This part has been written the day after that hot summer night.
It's currently five minutes past one in the morning,
and it's still warm in my bedroom despite my fan blasting in my face.My armpits are sweaty, my throat is clogged with mucus...What a wonderful time to right about all of my problems.
Downton Abbey is a show I cannot seem to stop thinking about. I recently started watching it, and the theme song is a tune I cannot get out of my head.
It's stunning.
I can't help but carefully flow my hands like a conductor every time a note plays.
All you can hear is the beautiful weeping and desire of the piano, flowing like a wave upon the sea of violins, and the low worrying thumps of cellos.
It's something so beautiful and hard to explain-
That's how you know it's worth the world.
It's almost as if it ends with a solution. A resolution to a problem seemingly unstoppable.
I think of this song whenever something bothers me, giving me hope to resolve a problem that worries me.
I wish I can confront a problem without looking like a fool.
Which sadly is a problem I seem to face quite often.

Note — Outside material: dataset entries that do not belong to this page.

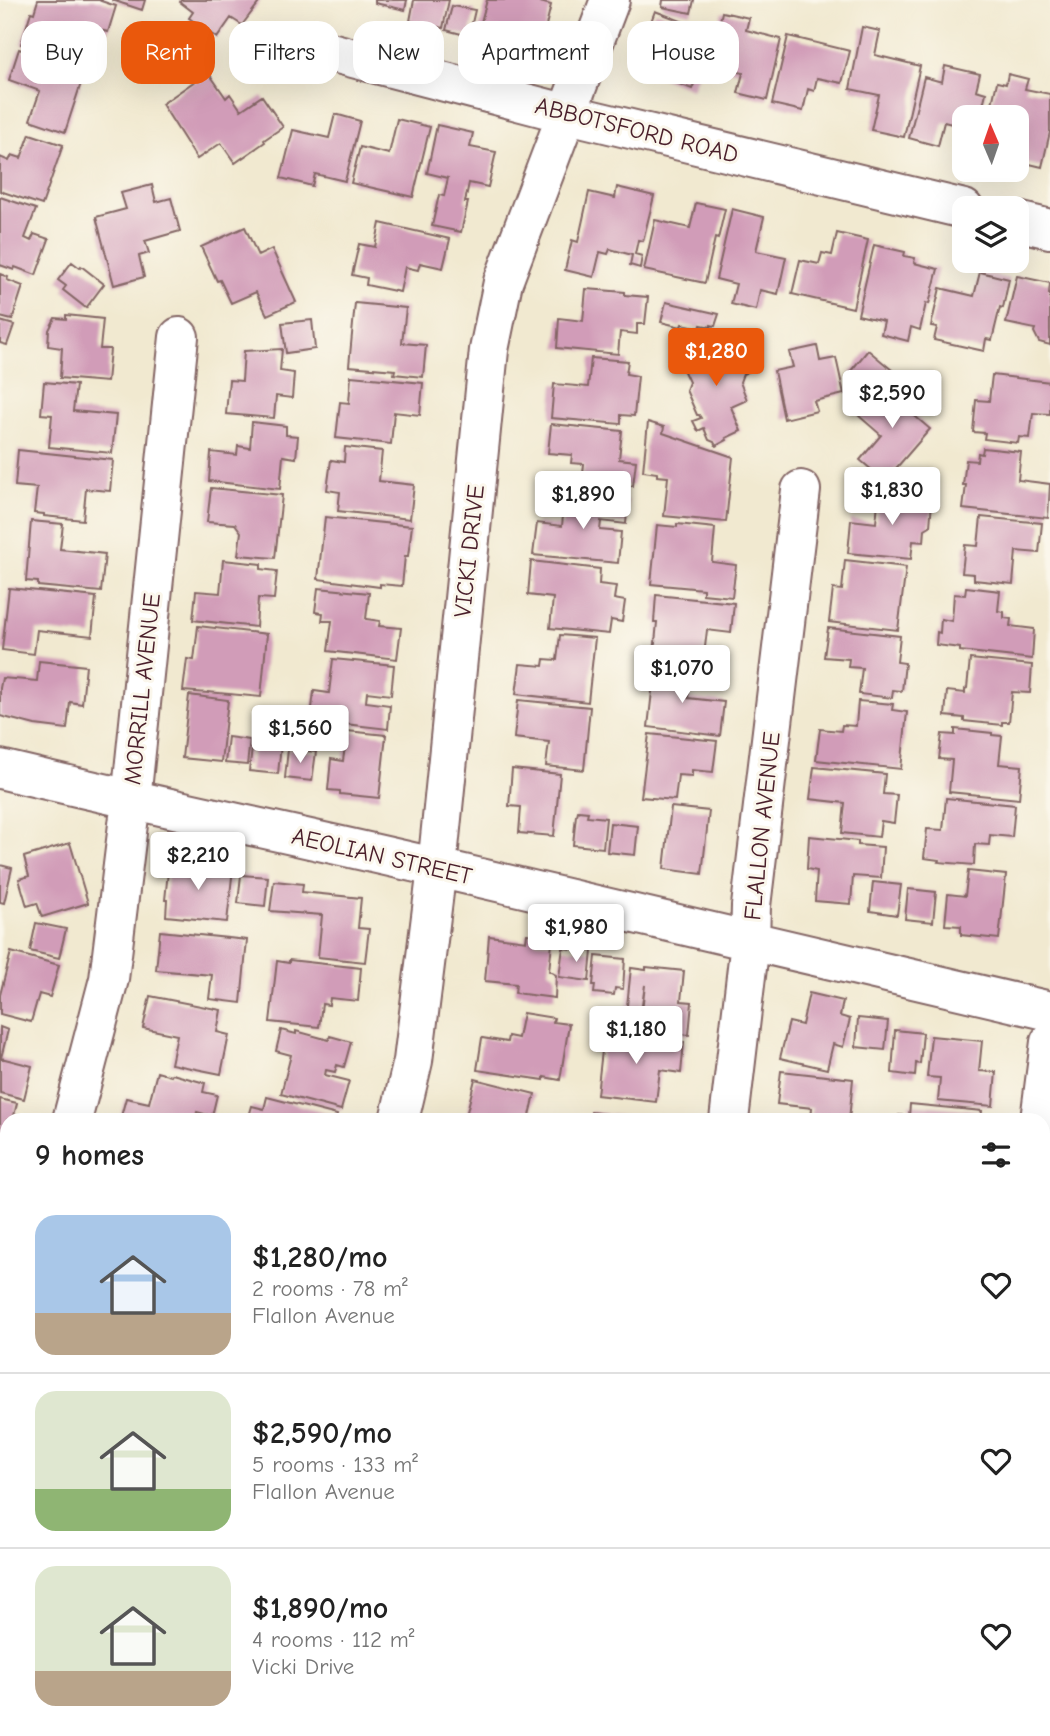 <!DOCTYPE html>
<meta charset="utf-8">
<style>
body{margin:0;font-family:"Comic Neue",sans-serif;background:#f6f6f6;color:#222;height:100vh;display:flex;flex-direction:column;font-size:26px;white-space:nowrap}
*{box-sizing:border-box;margin:0}
p{font-size:23px;color:#767676}
.icon{flex:none;width:38px;height:38px;fill:none;stroke:currentColor;stroke-width:2;stroke-linecap:round;stroke-linejoin:round}
.map{position:relative;flex:1;overflow:hidden}
.side{position:absolute;left:0px;top:1113px;width:1050px;height:623px;display:flex;flex-direction:column;background:#fff;border-radius:21px 21px 0 0;box-shadow:0 7px 28px #0002}
.side>*{flex:none}
.guide{position:absolute;left:21px;top:21px;width:1008px;height:63px;display:flex;gap:14px}
.needle{width:46px;rotate:358deg}
.buttons{position:absolute;left:952px;top:105px;display:grid;gap:14px}
.buttons a{display:grid;place-items:center;width:77px;height:77px;border-radius:14px;background:#fff;box-shadow:0 7px 28px #0002;font-size:35px}
.price{position:absolute;translate:-50% -60px;padding:0 16px;border-radius:7px;background:#fff;color:#222;font-size:23px;line-height:46px;filter:drop-shadow(0 2px 4px #0008)}
.price::after{content:'';position:absolute;left:50%;top:42px;width:21px;height:16px;margin-left:-10px;background:inherit;clip-path:polygon(0 0,100% 0,50% 100%)}
.price.active{background:#ea580c;color:#fff}
ul{padding:0;list-style:none}
li{display:flex;align-items:center;gap:21px;height:175px;padding:0 35px}
li+li{border-top:2px solid #e0e0e0}
li span{display:grid;place-items:center;flex:none;width:196px;height:140px;border-radius:21px;color:#555}
li>.icon{margin-inline-start:auto}
span .icon{width:84px;height:84px;fill:#fffc;stroke-width:1}
li b{font-size:30px}
h2{display:flex;justify-content:space-between;align-items:center;height:84px;padding:0 35px;font-size:30px}
.tag{padding:0 24px;border-radius:21px;background:#fff;box-shadow:0 7px 28px #0002;font-size:24px;line-height:63px}
.tag.active{background:#ea580c;color:#fff}
.map>svg:first-child{display:block}
.building{fill:#d19cb8}
.lines{fill:none;stroke-linecap:round;stroke-linejoin:round}
.minor-casing{stroke:#846665;stroke-width:42}
.major-casing{stroke:#846665;stroke-width:42}
.minor{stroke:#fff;stroke-width:38}
.major{stroke:#fff;stroke-width:38}
.labels{text-anchor:middle;stroke-width:6;stroke-linejoin:round;paint-order:stroke}
.street-label{font-size:24px;fill:#4a1f2b;stroke:#fbf7ec}
</style>
<div class="map">
<svg width="1050" height="1736" viewBox="0 0 1050 1736">
<rect width="100%" height="100%" fill="#fbf7ec"/>
<filter id="ink" filterUnits="userSpaceOnUse"><feTurbulence type="fractalNoise" baseFrequency=".0143" numOctaves="2"/><feDisplacementMap in="SourceGraphic" scale="14" xChannelSelector="R" yChannelSelector="G"/><feConvolveMatrix kernelMatrix="1 2 1 2 8 2 1 2 1" color-interpolation-filters="sRGB"/></filter>
<filter id="wash" filterUnits="userSpaceOnUse"><feTurbulence type="fractalNoise" baseFrequency=".00686" numOctaves="4" result="noise"/><feDisplacementMap in="SourceGraphic" scale="28" xChannelSelector="R" yChannelSelector="G"/><feGaussianBlur stdDeviation="1.57" result="paint"/><feColorMatrix in="noise" values="0 0 0 0 0 0 0 0 0 0 0 0 0 0 0 0 0 1.4 0 .05"/><feComposite in="paint" operator="in"/></filter>
<g filter="url(#wash)">
<rect width="100%" height="100%" fill="#f1e9d0"/>
<g id="blocks">
<!-- building -->
<path class="building" d="M38,0H102L101,1L116,6L108,32L93,28L83,60L50,50L49,53L21,44L31,12L34,13Z
M112,0H145L142,10Z
M181,0H261L242,25L231,18L217,38L189,18L193,12L180,2Z
M375,0H407L405,10L375,3Z
M414,0H449L443,28L410,21Z
M487,0H540V2L551,5L542,42L513,34L510,45L477,37Z
M663,0H694L691,13L662,7Z
M452,6L475,10L469,36L446,30Z
M655,11L705,30L698,49L707,52L692,89L634,67Z
M722,12L749,18L746,30L781,39L767,100L738,93L743,73L710,65Z
M862,27L880,31L875,55L920,66L904,137L871,130L879,95L850,89Z
M192,35L198,66L168,71L166,56L158,57L155,45L163,43V40Z
M788,36L850,51L842,83L817,78L814,91L808,89L803,111L772,104Z
M19,49L85,71L65,132L30,120L40,91L9,80Z
M945,66L980,74L976,90L986,93L980,117H964V127L944,122L938,146L909,138L924,77L942,82Z
M208,72L226,98L230,94L241,110L262,96L283,127L264,140L265,142L235,163L221,143L197,159L162,104Z
M1008,74L1028,79L1025,89L1050,94V132L1042,167L1017,161V145L1019,137H1017V117H989L997,82L1006,84Z
M335,114L360,121L345,181L315,174L312,186L281,178L293,130L329,138Z
M397,119L430,127L413,197L351,183L360,147L389,154Z
M437,125L473,133L470,147L496,152L488,187L469,183L465,202H468L461,232L432,226L439,195L444,196L448,178L427,173Z
M30,134L63,145L42,205L0,191V157L9,161L12,155L21,158Z
M152,185L156,202L171,198L180,231L145,241L149,253L139,256L144,277L114,285L96,217L126,209L121,193Z
M617,187L654,196L643,241L638,240L635,254L642,256L640,268L630,265L632,255L610,249L608,254L600,252L594,277L565,270L572,240L578,242L589,192L615,198Z
M0,197L36,209L25,238L31,241L34,234L49,239L36,275L15,267L14,270L0,265Z
M696,203L725,209L718,239L715,238L705,283L644,270L655,220L690,228Z
M732,209L764,217L756,251L786,257L778,294L760,290L756,310L731,304L736,284L716,279Z
M380,223L450,239L443,268L420,263L418,270L405,267L400,292L366,285L367,278L352,275L359,244L375,247Z
M245,227L258,256L272,249L296,302L267,315L256,292L231,303L220,280L217,281L201,247Z
M837,233L868,240L853,308L792,294L800,260L819,264L822,253L832,255Z
M874,245L905,252L904,256L915,258L914,263L938,269L929,304L926,303L920,330L911,327L908,341L881,334L884,321L858,315Z
M72,262L80,268L81,266L104,284L86,308L63,290L66,286L58,280Z
M980,272L1009,279L1003,308L1000,307L992,340L986,339L984,351L934,340L937,327L931,326L940,288L974,296Z
M0,274L8,277L7,280L23,286L12,320L0,317Z
M1017,276L1050,283L1049,294H1050V345L1039,342L1034,332L1035,329L1006,323Z
M586,289L625,292V295L648,297L645,324H637V334L620,332L618,354L557,348L559,318L583,321Z
M666,302L719,314L715,326L711,325V327L701,325L700,328L682,324L681,327L661,322Z
M355,303L406,308L402,343L426,345L423,377L394,374L395,370L349,366Z
M66,315L103,319L100,349H110L107,382L60,378L62,348L48,346L49,330L55,318L66,319Z
M312,320L315,349L286,353L282,323Z
M0,321L14,325L7,345L0,343Z
M734,337L750,371L743,374L740,382L747,400L731,407L741,431L726,438L727,440L716,446L714,442L709,440L704,428L698,431L693,421L701,418L699,415H697L686,390L689,382L679,361Z
M817,346L820,361L836,358L844,394L814,401L817,411L784,419L774,371L793,367L789,352Z
M282,349L280,371L294,373L292,398L276,396L274,418L226,414L229,380L242,381L244,351Z
M868,350L892,370L873,392L850,372Z
M591,358L628,361L626,374L638,376L634,416L621,415V424L551,418L554,384L588,387Z
M992,375L1050,382V414L1033,413L1030,438L1019,437L1018,443L984,439L985,433L973,432L976,400L989,401Z
M351,376L423,383L420,415L394,412L391,444L336,438L340,402L349,403Z
M899,380L909,388L908,400L903,406L930,429L885,481L860,460L881,435L859,416L888,383Z
M44,382L76,385L73,411L116,415L112,453L49,447L52,415L41,414Z
M252,422L286,426V435L298,436L296,458L283,456L280,489L209,481L211,452L237,455L238,446L250,448Z
M648,422L664,427L663,433L733,457L726,522L664,516L668,477L657,476V473L643,471Z
M551,424L622,431L619,459L636,461L633,486L616,484L615,495L581,491L584,464L571,463L572,455L548,453Z
M345,447L382,451L379,481L414,485L410,519L338,511L340,492L327,490L331,460L344,462Z
M983,448L1021,452L1018,480L1050,484L1048,518L963,509L966,485H963L966,460L977,461L978,453L982,454Z
M18,450L113,460L110,491L86,489L83,520L44,516V514L34,513L37,488L15,486Z
M211,488L282,495L275,558L238,555L241,532L235,524L207,522Z
M879,492L918,496L917,501L932,502L930,526L925,529L924,542L913,541L911,559L848,553L851,520L876,523Z
M565,495L628,501L626,524L601,521L600,530L621,532L618,563L533,555L537,523L562,526Z
M325,517L412,526L408,556H405L402,586L380,584V587L318,579Z
M981,517L1042,523L1039,553L1016,551L1013,584L974,580V574L962,573L965,545L978,546Z
M31,521L63,524L60,549L105,554L101,592L38,586V582L26,581Z
M677,524L715,528L712,562L736,565L732,597L703,594V589L651,584L657,525L677,527Z
M223,560L261,564V569L277,571L274,599L258,598L256,627L193,620L196,591L220,593Z
M845,560L906,567L898,630L829,622L833,589L842,590Z
M531,561L600,569L599,584L616,586L614,599L625,601L622,622L611,620L609,634L550,628L553,598L528,595Z
M966,587L1000,591L998,611L1004,612V618L1011,619L1010,626L1034,629L1032,659L960,651V648L936,645L937,632L940,633L941,619L952,621L954,594L965,595Z
M9,588L96,597L92,636L37,630L34,654L2,650Z
M318,588L369,593L366,619L380,621L379,626L401,628L397,659L328,651L332,621H322L323,613L315,612Z
M656,595L734,603L731,633L707,630L703,664L665,660V656L654,654L657,622H654Z
M198,626L267,634L261,697L208,692V693L183,691L187,659L194,660Z
M828,628L900,636L897,662L905,663L902,691L893,690L892,698L859,694L862,668L848,667L849,659L824,657Z
M560,635L595,638L588,702L516,694L520,664L543,666L544,659L557,660Z
M333,659L394,665L391,695L367,692L366,702L390,705L388,729L328,722V719L311,717L314,691L329,693Z
M970,659L1032,665L1030,693L1012,692L1009,722H1002V725L964,721V718L945,716L947,691L965,693V689L967,688Z
M39,661L86,666L82,704L70,702L67,729L35,725L0,716V688L2,678L37,681Z
M655,665L692,669L688,698L724,702L720,736L648,727Z
M189,695L228,700L221,762L182,758Z
M518,700L590,707L584,770L546,766L549,742L514,738Z
M858,701L893,704L892,710L907,712L901,769L816,760L820,729L841,731L842,725L856,726Z
M955,729L992,733V735L1002,736L999,764L1022,766L1019,799L949,792L952,760L939,759L942,734L955,735Z
M347,731L386,735L379,798L340,794V791L328,790L331,759L343,761Z
M649,734L717,741L713,772L692,770V776L678,775L675,800L641,797Z
M228,737L250,740L247,765L225,763Z
M253,741L281,744L278,774L249,771Z
M288,749L316,752L312,781L285,778Z
M814,767L885,774L883,794L897,795L894,823L881,821L879,837L842,833L845,803L810,799Z
M512,769L560,774L554,836L519,833L521,807L509,806Z
M946,798L1015,805L1012,837L990,835L989,845L975,844L974,865L938,862L939,860L924,858L927,829L943,830Z
M671,807L709,811L702,874L664,869Z
M578,811L588,812L587,816L606,818L603,848L573,845L576,815H577Z
M610,823L638,826L635,855L607,852Z
M809,836L858,841V845L883,847L881,878L853,876L851,904L815,901L817,871L807,869Z
M70,843L88,903L42,917L37,903L27,906L19,879L29,876L24,857Z
M169,862L233,868L227,922L166,916L167,900H165Z
M0,865L12,868L4,903L0,902Z
M968,871L1006,875L999,939L961,935V926L945,925L948,894L965,896Z
M241,875L268,877L265,906L238,903Z
M274,881L303,884L302,892L361,898L358,928L369,929L365,962L318,957L322,915L270,911Z
M873,882L901,885L897,915L870,911Z
M908,889L936,892L933,922L905,919Z
M36,923L66,929L59,958L30,951Z
M160,931L247,940L241,1003L209,999L212,975L156,970Z
M527,934L536,935V942L552,943L549,971L556,975L555,998L515,993L516,984L485,981L489,936L526,941Z
M563,948L592,951L589,981L559,977Z
M11,952L59,965L50,997L39,994L31,1022L0,1014V995Z
M596,956L625,959L623,989L615,988L614,995L594,993L595,985H593Z
M289,960L361,968L358,1001L330,998L329,1005L322,1004L319,1027L270,1022L277,961L289,963Z
M646,967L684,971L681,1001L692,1002L689,1035L640,1030L645,985L639,1026L625,1025L631,968L646,970Z
M809,993L843,1001L840,1016L850,1019L843,1047L833,1044L827,1069L780,1058L789,1022L802,1025Z
M150,996L221,1010L217,1032L229,1035L221,1074L171,1064L177,1035L143,1028Z
M523,1013L554,1018L553,1022L569,1024L560,1080L544,1077V1080L477,1070L482,1038L507,1042L508,1036L518,1038Z
M858,1018L888,1021L885,1050L856,1047Z
M0,1027L8,1030L1,1058L32,1066L24,1099L0,1093Z
M281,1030L296,1034V1031L329,1040L330,1036L351,1042L344,1067L337,1065L335,1072L326,1070L325,1075L349,1081L341,1110L281,1094L291,1055L276,1051Z
M895,1030L923,1033L920,1064L916,1063L915,1076L892,1073Z
M604,1033L684,1042L681,1073L660,1070L656,1102L597,1095Z
M931,1036L982,1041L979,1071L996,1072L993,1106L938,1101L940,1078L927,1077Z
M781,1071L853,1079L849,1120H811L812,1108L777,1104Z
M157,1072L171,1076L172,1074L205,1083L203,1092L217,1095L212,1116L197,1112L195,1120H120L126,1098L149,1103Z
M475,1079L535,1094L529,1120H483L466,1116Z
M267,1097L337,1115L336,1120H248L252,1106L264,1109Z
M0,1099L17,1103L13,1120H7V1136L0,1134Z
M910,1104L982,1111L981,1120H898L899,1115L909,1116Z
M591,1112L637,1118V1120H590Z
M1043,1446L1050,1447V1513L1043,1511Z
M1043,1555L1050,1557V1585L1047,1584L1046,1589L1043,1588Z
M0,1597L7,1599V1656L0,1654Z
M1043,1602L1050,1604V1670L1043,1668Z
M0,1679L7,1682V1729H44L41,1736H0Z
M98,1729H179L176,1736H95Z
M316,1729H382L381,1733L388,1735L332,1736V1734Z
M439,1729H443L467,1736H437Z
M634,1729H700L698,1736H658Z"/>
</g>
</g>
<g filter="url(#ink)">
<use href="#blocks" fill-opacity="0" stroke="#846665" stroke-width="2"/>
<g class="lines">
<defs>
<path id="minor" d="M311,47L568,114L964,209
M1017,221L1050,229
M0,769C146,804 292,834 438,868C642,915 846,964 1050,1011
M72,1120L109,979L131,800L179,337
M399,1120L413,1061L437,868L489,350L503,282L610,0
M729,1120L750,942L751,906L801,490
M1040,1120L1050,1042
M0,1552L7,1554
M244,1736L245,1729
M898,1736L900,1729"/>
<path id="major" d="M0,1471L7,1472
M1012,1729L1038,1736"/>
</defs>
<!-- minor casing -->
<use href="#minor" class="minor-casing"/>
<!-- major casing -->
<use href="#major" class="major-casing"/>
<!-- minor -->
<use href="#minor" class="minor"/>
<!-- major -->
<use href="#major" class="major"/>
</g>
</g>
<g class="labels">
<!-- street labels -->
<g class="street-label">
<text transform="translate(637 130) rotate(14)" y="8">ABBOTSFORD ROAD</text>
<text transform="translate(469 551) rotate(-84)" y="8">VICKI DRIVE</text>
<text transform="translate(142 689) rotate(-84)" y="8">MORRILL AVENUE</text>
<text transform="translate(762 826) rotate(-84)" y="8">FLALLON AVENUE</text>
<text transform="translate(382 856) rotate(13)" y="8">AEOLIAN STREET</text>
</g>
</g>
</svg>
<div class="buttons">
<a><svg class="needle" viewBox="-14 -14 28 28"><path d="M0-13l5 13h-10z" fill="#e53935"/><path d="M0 13l5-13h-10z" fill="#767676"/></svg></a>
<a><svg class="icon" aria-label="layers" viewBox="0 0 24 24"><path d="M12 4l9 5-9 5-9-5zM3 14l9 5 9-5"/></svg></a>
</div>
<b class="price active" style="left:716px;top:388px">$1,280</b>
<b class="price" style="left:892px;top:430px">$2,590</b>
<b class="price" style="left:892px;top:527px">$1,830</b>
<b class="price" style="left:583px;top:531px">$1,890</b>
<b class="price" style="left:682px;top:705px">$1,070</b>
<b class="price" style="left:300px;top:765px">$1,560</b>
<b class="price" style="left:198px;top:892px">$2,210</b>
<b class="price" style="left:576px;top:964px">$1,980</b>
<b class="price" style="left:636px;top:1066px">$1,180</b>
<div class="guide">
<a class="tag">Buy</a>
<a class="tag active">Rent</a>
<a class="tag">Filters</a>
<a class="tag">New</a>
<a class="tag">Apartment</a>
<a class="tag">House</a>
</div>
<section class="side">
<h2>9 homes<svg class="icon" aria-label="filters" viewBox="0 0 24 24"><path d="M4 7h16M4 17h16"/><circle cx="9" cy="7" r="2"/><circle cx="15" cy="17" r="2"/></svg></h2>
<ul>
<li><span style="background:linear-gradient(#a9c7e8 70%,#b9a48a 0)"><svg class="icon" aria-label="home" viewBox="0 0 24 24"><path d="M3 11l9-7 9 7M6 9v11h12V9"/></svg></span><div><b>$1,280/mo</b><p>2 rooms · 78 m²</p><p>Flallon Avenue</p></div><svg class="icon" aria-label="heart" viewBox="0 0 24 24"><path d="M12 20l-8-8c-3-5 5-10 8-4 3-6 11-1 8 4z"/></svg></li>
<li><span style="background:linear-gradient(#dfe7d0 70%,#8fb573 0)"><svg class="icon" aria-label="home" viewBox="0 0 24 24"><path d="M3 11l9-7 9 7M6 9v11h12V9"/></svg></span><div><b>$2,590/mo</b><p>5 rooms · 133 m²</p><p>Flallon Avenue</p></div><svg class="icon" aria-label="heart" viewBox="0 0 24 24"><path d="M12 20l-8-8c-3-5 5-10 8-4 3-6 11-1 8 4z"/></svg></li>
<li><span style="background:linear-gradient(#dfe7d0 75%,#b9a48a 0)"><svg class="icon" aria-label="home" viewBox="0 0 24 24"><path d="M3 11l9-7 9 7M6 9v11h12V9"/></svg></span><div><b>$1,890/mo</b><p>4 rooms · 112 m²</p><p>Vicki Drive</p></div><svg class="icon" aria-label="heart" viewBox="0 0 24 24"><path d="M12 20l-8-8c-3-5 5-10 8-4 3-6 11-1 8 4z"/></svg></li>
</ul>
</section>
</div>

You see, I'm an introvert with a cause-
Which is to never say what you actually feel unless you are an emotional reck, or doing something thoughtful and artistic.I love this about me-
I say this with envy.
Why can't I just step forward to a problem?
Why do I get a feeling of blind annoyance whenever a person asks me a question of, "Why are you feeling this?" And, "Why are you sad about that?"
I hate never being able to answer these questions.
Well,
Every unanswerable question starts a grand existential crisis.
I guess this is the closest I'll ever get to anything.